───── Task material
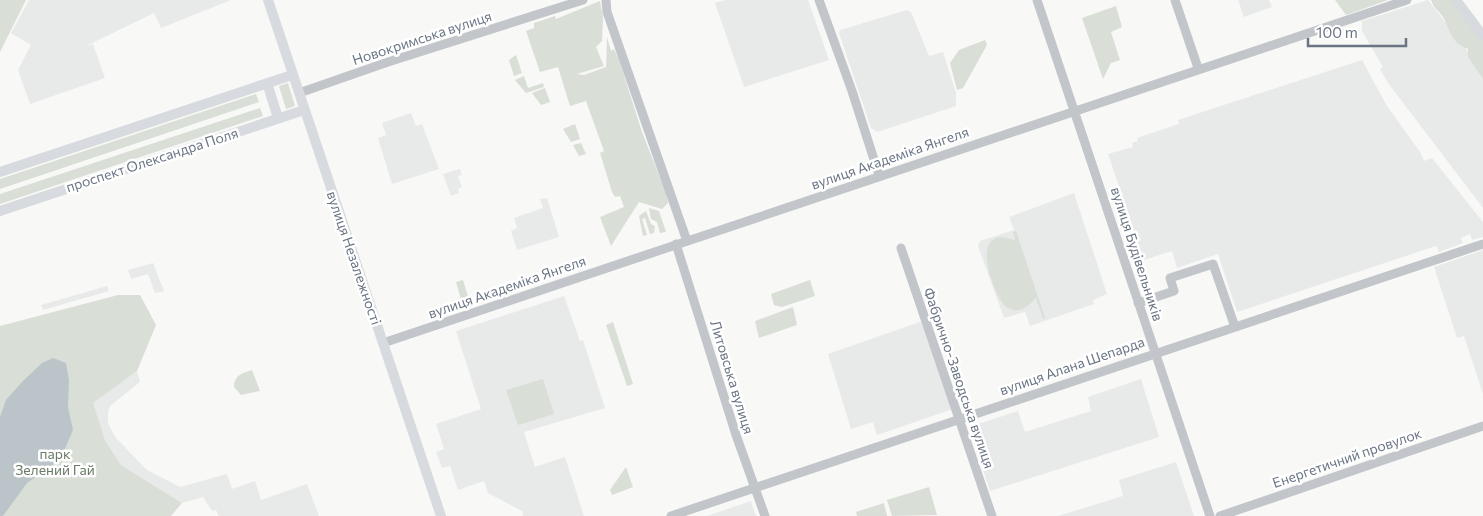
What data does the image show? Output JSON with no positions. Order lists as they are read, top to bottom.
{
  "streets": {
    "main road": ["проспект Олександра Поля", "вулиця Незалежності"],
    "street": [
      "Новокримська вулиця",
      "вулиця Академіка Янгеля",
      "вулиця Будівельників",
      "вулиця Алана Шепарда",
      "Литовська вулиця",
      "Фабрично-Заводська вулиця",
      "Енергетичний провулок"
    ]
  },
  "crossings": [
    ["Новокримська вулиця", "вулиця Незалежності"],
    ["вулиця Академіка Янгеля", "вулиця Будівельників"],
    ["вулиця Академіка Янгеля", "вулиця Незалежності"],
    ["вулиця Академіка Янгеля", "Литовська вулиця"],
    ["проспект Олександра Поля", "вулиця Незалежності"],
    ["вулиця Будівельників", "вулиця Алана Шепарда"],
    ["вулиця Алана Шепарда", "Литовська вулиця"],
    ["вулиця Алана Шепарда", "Фабрично-Заводська вулиця"]
  ],
  "parks": ["парк Зелений Гай"],
  "scale_bar": "100 m"
}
──────────
■ What to do ■
Which of the lines above mention the word "Академіка"? Pull those lines out.

■ Completed task ■
      "вулиця Академіка Янгеля",
    ["вулиця Академіка Янгеля", "вулиця Будівельників"],
    ["вулиця Академіка Янгеля", "вулиця Незалежності"],
    ["вулиця Академіка Янгеля", "Литовська вулиця"],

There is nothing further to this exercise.